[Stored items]

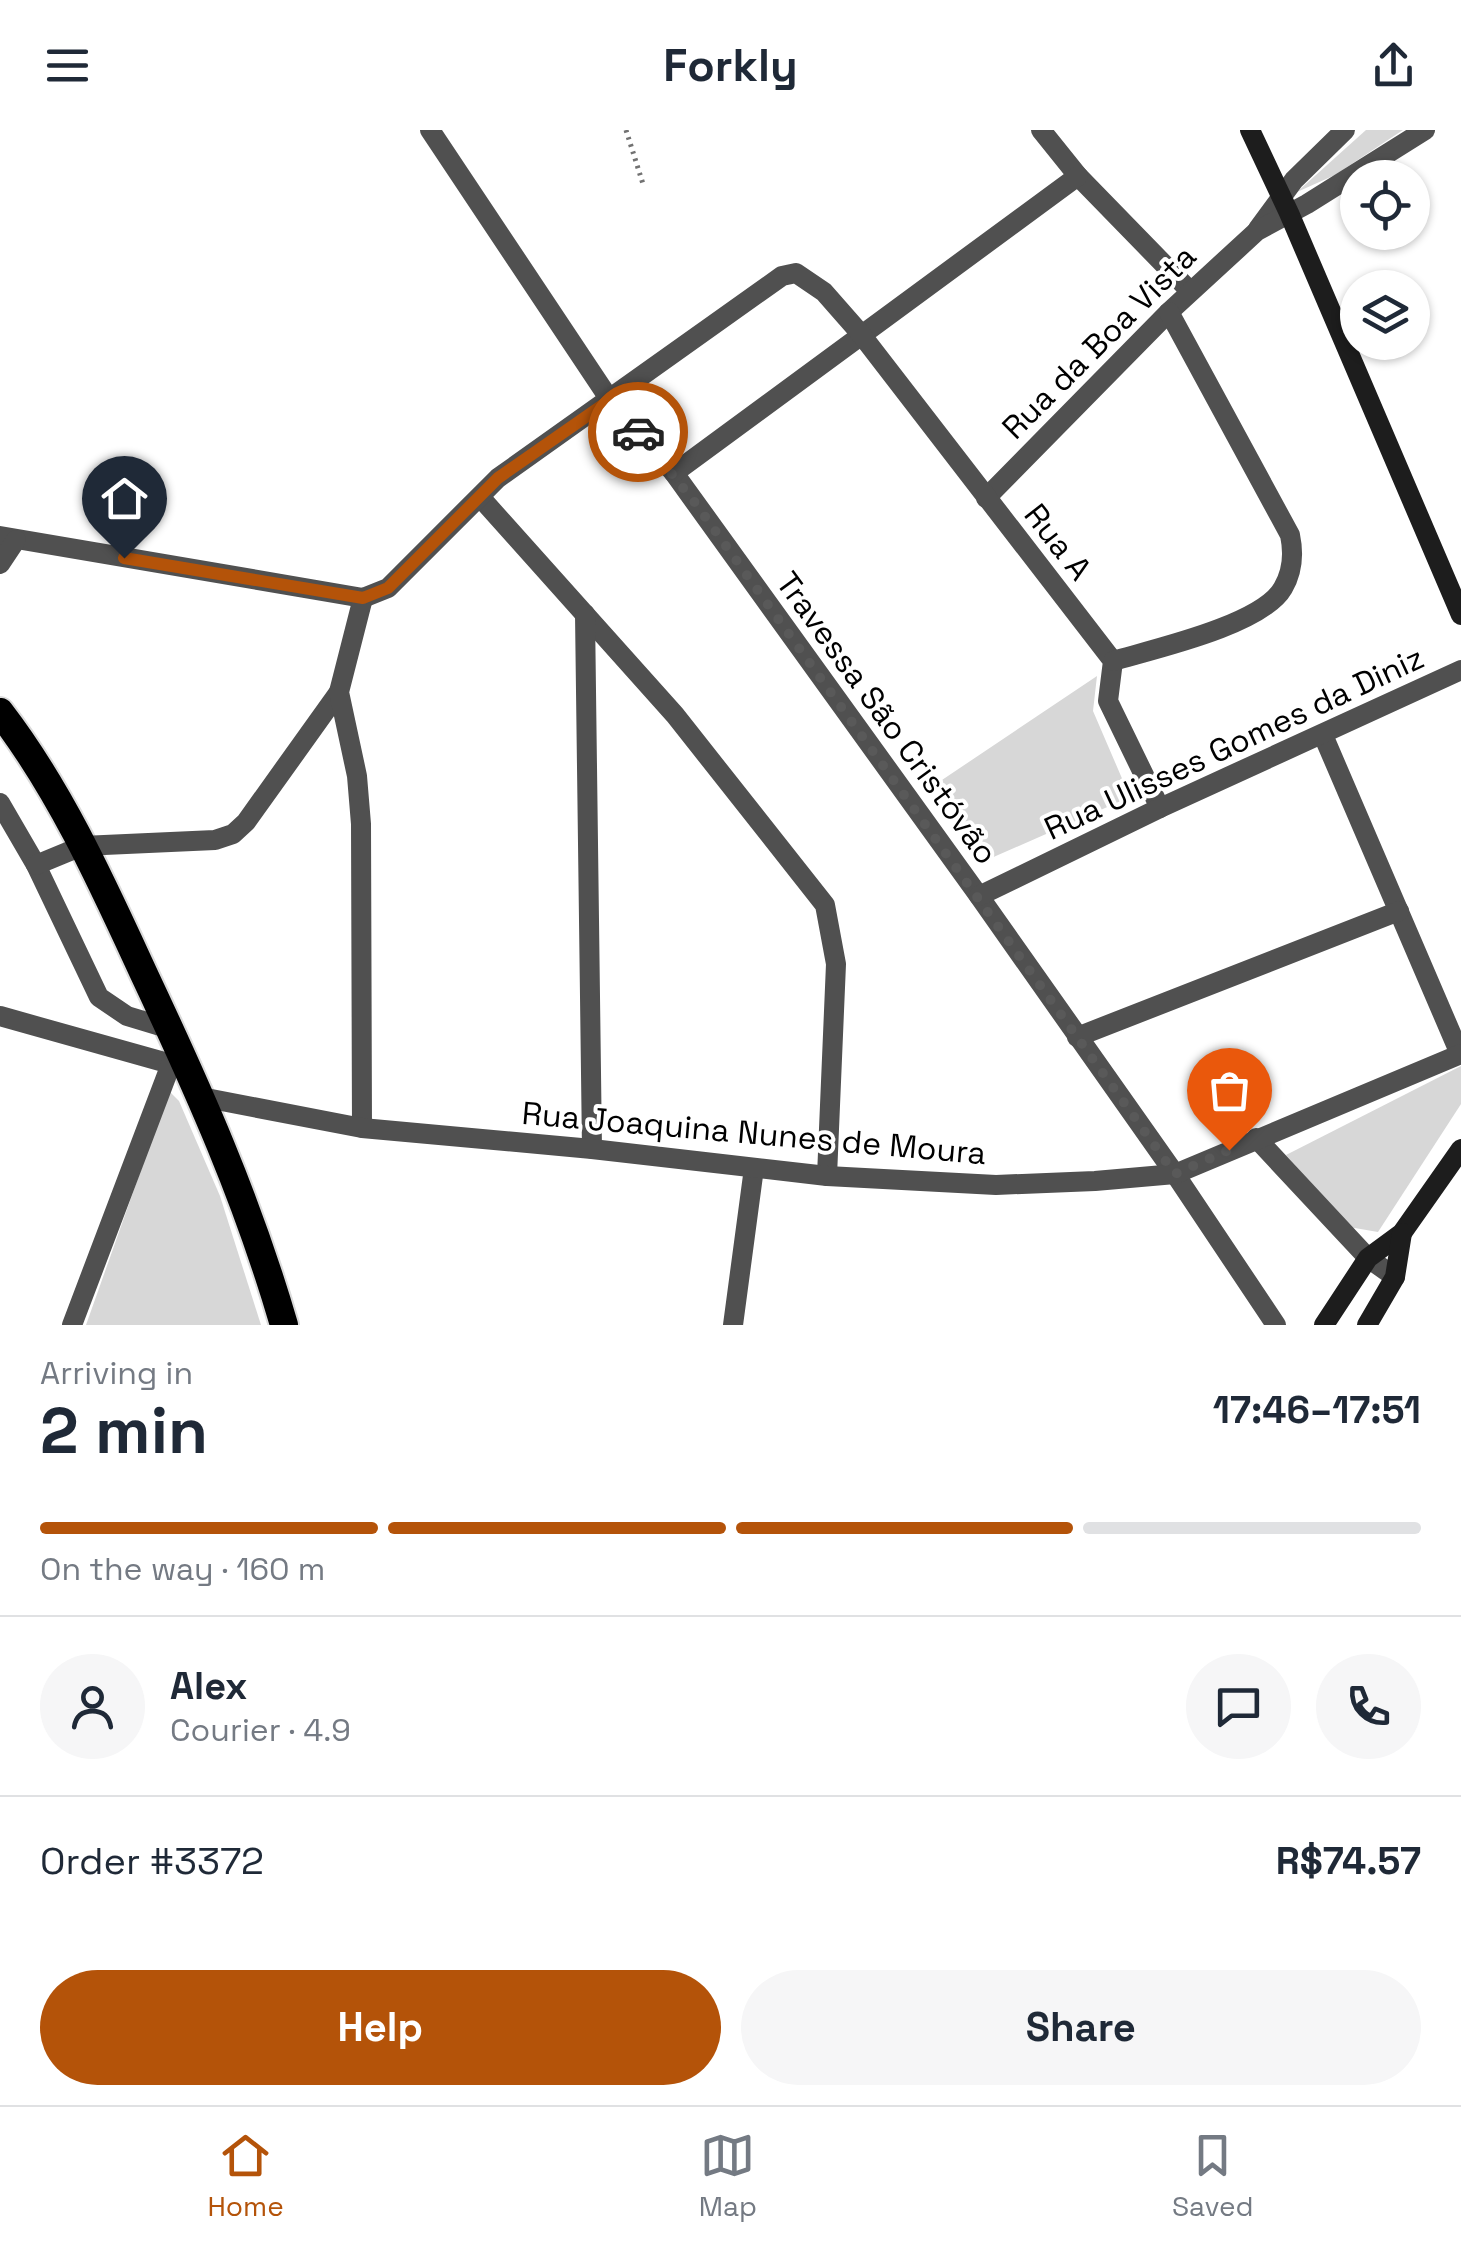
<!DOCTYPE html>
<html lang="en">
<head>
<meta charset="utf-8">
<style>
	body { margin:0; font-family:"Space Grotesk",sans-serif; background:#f6f6f7; color:#1f2937; height:100vh; display:flex; flex-direction:column; font-size:38px; white-space:nowrap }
	* { box-sizing:border-box; margin:0 }
	p { font-size:32px; color:#747a83 }
	.icon { flex:none; width:55px; height:55px; fill:none; stroke:currentColor; stroke-width:2; stroke-linecap:round; stroke-linejoin:round }
	.map { position:relative; height:1195px; overflow:hidden }
	.side { display:flex; flex-direction:column; background:#fff; flex:1 }
	.side>* { flex:none }
	.controls { position:absolute; left:1340px; top:30px; display:grid; gap:20px }
	.controls a { display:grid; place-items:center; width:90px; height:90px; border-radius:50%; background:#fff; box-shadow:0 2px 8px #0004; font-size:50px }
	.pin { position:absolute; display:grid; place-items:center; width:85px; height:85px; color:#fff; margin:-102px -42px; border-radius:50% 50% 50% 0; rotate:-45deg; box-shadow:0 0 10px #0007 }
	.pin .icon { rotate:45deg }
	.courier { position:absolute; display:grid; place-items:center; width:100px; height:100px; margin:-50px; border:8px solid #b45309; border-radius:50%; background:#fff; color:#222; box-shadow:0 2px 12px #0007 }
	.headline em { font-style:normal; font-weight:700 }
	.headline div { display:flex; flex-direction:column-reverse }
	.headline { display:flex; align-items:center; justify-content:space-between; height:170px; padding:0 40px }
	h1 { font-size:65px; font-weight:700; line-height:75px }
	.bar { display:grid; grid-template-columns:repeat(4,1fr); gap:15px 10px; align-content:center; height:120px; padding:0 40px }
	.bar i { height:12px; border-radius:8px; background:#e0e1e3 }
	.bar .on { background:#b45309 }
	.bar p { grid-column:span 4 }
	.line { display:flex; align-items:center; gap:25px; padding:0 40px; border-top:2px solid #e0e1e3 }
	.line div { flex:1 }
	.round { display:grid; place-items:center; flex:none; width:105px; height:105px; border-radius:52px; background:#f6f6f7 }
	.cta { display:flex; gap:20px; margin-top:auto; padding:20px 40px }
	.cta a { flex:1; height:115px; border-radius:60px; background:#b45309; color:#fff; font-size:40px; font-weight:700; line-height:115px; text-align:center }
	.cta a+a { background:#f6f6f7; color:#1f2937 }
	header { display:flex; justify-content:space-between; align-items:center; height:130px; padding:0 40px; background:#fff; font-size:45px; font-weight:700 }
	.tab-bar { display:flex; justify-content:space-around; align-items:center; height:140px; border-top:2px solid #e0e1e3; background:#fff; font-size:28px; color:#747a83 }
	.tab-bar a { display:grid; justify-items:center; gap:5px }
	.tab-bar .on { color:#b45309 }
	.map>svg:first-child { display:block }
	.park { fill:#d7d7d7 }
	.lines { fill:none; stroke-linecap:round; stroke-linejoin:round }
	.trunk-casing { stroke:#dbdbdb; stroke-width:32 }
	.path { stroke:#727272; stroke-width:5; stroke-dasharray:2.5 5; stroke-linecap:butt }
	.minor { stroke:#505050; stroke-width:20 }
	.tertiary { stroke:#505050; stroke-width:20 }
	.secondary { stroke:#1d1d1d; stroke-width:20 }
	.trunk { stroke:#000; stroke-width:28 }
	.done { stroke:#595959; stroke-width:10; stroke-dasharray:0 18 }
	.route { stroke:#b45309; stroke-width:12 }
	.labels { text-anchor:middle; stroke-width:8; stroke-linejoin:round; paint-order:stroke }
	.street-label { font-size:32px; fill:#000; stroke:#fff }
</style>
</head>
<body>
<header><svg class="icon" aria-label="menu" viewBox="0 0 24 24"><path d="M4 6h16M4 12h16M4 18h16"/></svg>Forkly<svg class="icon" aria-label="share" viewBox="0 0 24 24"><path d="M12 15V3M7 8l5-5 5 5M5 13v7h14v-7"/></svg></header>
<div class="map">
<svg width="1461" height="1195" viewBox="0 0 1461 1195">
	<rect width="100%" height="100%" fill="#fff"/>
	<g class="park">
		<polygon points="1366,0 1403,0 1335,45 1297,62"/>
		<polygon points="1097,546 1093,581 1130,667 989,729 939,652"/>
		<polygon points="1461,936 1461,974 1378,1102 1349,1097 1286,1025"/>
		<polygon points="169,961 179,971 220,1066 261,1195 86,1195"/>
	</g>
	<g class="lines">
		<defs>
			<path id="trunk" d="M0,582c60,78 102,171 143,260 56,119 104,226 141,353"/>
		</defs>
		<use href="#trunk" class="trunk-casing"/>
		<polyline class="path" points="626,0 643,54"/>
		<g class="minor">
			<polyline points="430,0 610,270 674,343 979,766 1175,1044 1276,1195"/>
			<polyline points="1041,0 1078,46 1190,161"/>
			<polyline points="1258,99 1294,50 1345,0"/>
			<polyline points="674,343 1078,46"/>
			<polyline points="480,367 675,585 825,775 836,834 827,1046"/>
			<polyline points="986,368 1169,182 1257,101 1307,74 1425,0"/>
			<polyline points="0,406 363,468 388,458 498,348 782,146 796,143 824,162 860,203 1113,531 1108,571 1160,678"/>
			<polyline points="0,434 16,410"/>
			<polyline points="585,484 592,1019"/>
			<path d="M1113,531c41,-12 149,-36 170,-73 10,-17 11,-34 7,-53l-121,-223"/>
			<polyline points="1323,605 1460,924"/>
			<polyline points="0,673 36,735 99,867 127,886 170,899"/>
			<polyline points="36,735 82,716 215,710 233,704 246,692 339,562"/>
			<polyline points="979,766 1160,678 1461,540"/>
			<polyline points="0,886 171,934"/>
			<polyline points="1077,907 1399,781"/>
			<polyline points="362,998 361,694 357,646 339,562 363,468"/>
			<polyline points="1256,1008 1368,1128 1395,1147"/>
			<polyline points="733,1195 754,1038"/>
		</g>
		<g class="tertiary">
			<polyline points="201,967 362,998 592,1019 827,1046 996,1055 1095,1051 1175,1044 1461,924"/>
			<polyline points="72,1195 171,934 188,937"/>
		</g>
		<g class="secondary">
			<polyline points="1250,0 1289,83 1461,485"/>
			<polyline points="1324,1195 1368,1128 1402,1103 1461,1019"/>
			<polyline points="1367,1195 1395,1147 1402,1103"/>
		</g>
		<use href="#trunk" class="trunk"/>
	</g>
	<g class="lines">
		<polyline class="done" points="638,302 696,374 1175,1044 1229,1020"/>
		<polyline class="route" points="124,428 363,468 388,458 498,348 610,270 638,302"/>
	</g>
	<g class="labels">
		<g class="street-label">
			<text transform="translate(1099 212) rotate(-45)" y="11">Rua da Boa Vista</text>
			<text transform="translate(1058 412) rotate(52)" y="11">Rua A</text>
			<text transform="translate(887 588) rotate(54)" y="11">Travessa São Cristóvão</text>
			<text transform="translate(1234 613) rotate(-25)" y="11">Rua Ulisses Gomes da Diniz</text>
			<text transform="translate(754 1003) rotate(5)" y="11">Rua Joaquina Nunes de Moura</text>
		</g>
	</g>
</svg>
<div class="controls">
<a><svg class="icon" aria-label="locate" viewBox="0 0 24 24"><circle cx="12" cy="12" r="6"/><path d="M12 2v4M12 18v4M2 12h4M18 12h4"/></svg></a>
<a><svg class="icon" aria-label="layers" viewBox="0 0 24 24"><path d="M12 4l9 5-9 5-9-5zM3 14l9 5 9-5"/></svg></a>
</div>
<div class="pin" style="left:1229px;top:1020px;background:#ea580c"><svg class="icon" aria-label="bag" viewBox="0 0 24 24"><path d="M5 8h14l-1 12H6zM9 8a3 3 0 0 1 6 0"/></svg></div>
<div class="pin" style="left:124px;top:428px;background:#1f2937"><svg class="icon" aria-label="home" viewBox="0 0 24 24"><path d="M3 11l9-7 9 7M6 9v11h12V9"/></svg></div>
<div class="courier" style="left:638px;top:302px"><svg class="icon" aria-label="car" viewBox="0 0 24 24"><path d="M5 17H2v-5l4-1 3-4h7l3 4 3 1v5h-3M9 17h6M6 11h13"/><circle cx="7" cy="17" r="2"/><circle cx="17" cy="17" r="2"/></svg></div>
</div>
<section class="side">
<div class="headline"><div><h1>2 min</h1><p>Arriving in</p></div><em>17:46–17:51</em></div>
<div class="bar"><i class="on"></i><i class="on"></i><i class="on"></i><i></i><p>On the way · 160 m</p></div>
<div class="line" style="height:180px"><a class="round"><svg class="icon" aria-label="person" viewBox="0 0 24 24"><circle cx="12" cy="8" r="4"/><path d="M4 21q1-7 8-7t8 7"/></svg></a><div><b>Alex</b><p>Courier · 4.9</p></div><a class="round"><svg class="icon" aria-label="chat" viewBox="0 0 24 24"><path d="M4 5h16v11H9l-5 4z"/></svg></a><a class="round"><svg class="icon" aria-label="phone" viewBox="0 0 24 24"><path d="M5 4h4l2 5-3 2q2 4 5 5l2-3 5 2v4C11 20 4 13 5 4z"/></svg></a></div>
<div class="line" style="height:130px"><div>Order #3372</div><b>R$74.57</b></div>
<div class="cta"><a>Help</a><a>Share</a></div>
</section>
<nav class="tab-bar">
<a class="on"><svg class="icon" aria-label="home" viewBox="0 0 24 24"><path d="M3 11l9-7 9 7M6 9v11h12V9"/></svg>Home</a>
<a><svg class="icon" aria-label="map" viewBox="0 0 24 24"><path d="M3 6l6-2 6 2 6-2v14l-6 2-6-2-6 2zM9 4v14M15 6v14"/></svg>Map</a>
<a><svg class="icon" aria-label="saved" viewBox="0 0 24 24"><path d="M7 4h10v16l-5-4-5 4z"/></svg>Saved</a>
</nav>
</body>
</html>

- **ACTIVITY**: Reproduce verbatim the lines above, from the line with "8h14l-1 12H6zM9 8a3" through the line with "way · 160 m</p></div>".

- **ANSWER TO THIS EXERCISE**:
<div class="pin" style="left:1229px;top:1020px;background:#ea580c"><svg class="icon" aria-label="bag" viewBox="0 0 24 24"><path d="M5 8h14l-1 12H6zM9 8a3 3 0 0 1 6 0"/></svg></div>
<div class="pin" style="left:124px;top:428px;background:#1f2937"><svg class="icon" aria-label="home" viewBox="0 0 24 24"><path d="M3 11l9-7 9 7M6 9v11h12V9"/></svg></div>
<div class="courier" style="left:638px;top:302px"><svg class="icon" aria-label="car" viewBox="0 0 24 24"><path d="M5 17H2v-5l4-1 3-4h7l3 4 3 1v5h-3M9 17h6M6 11h13"/><circle cx="7" cy="17" r="2"/><circle cx="17" cy="17" r="2"/></svg></div>
</div>
<section class="side">
<div class="headline"><div><h1>2 min</h1><p>Arriving in</p></div><em>17:46–17:51</em></div>
<div class="bar"><i class="on"></i><i class="on"></i><i class="on"></i><i></i><p>On the way · 160 m</p></div>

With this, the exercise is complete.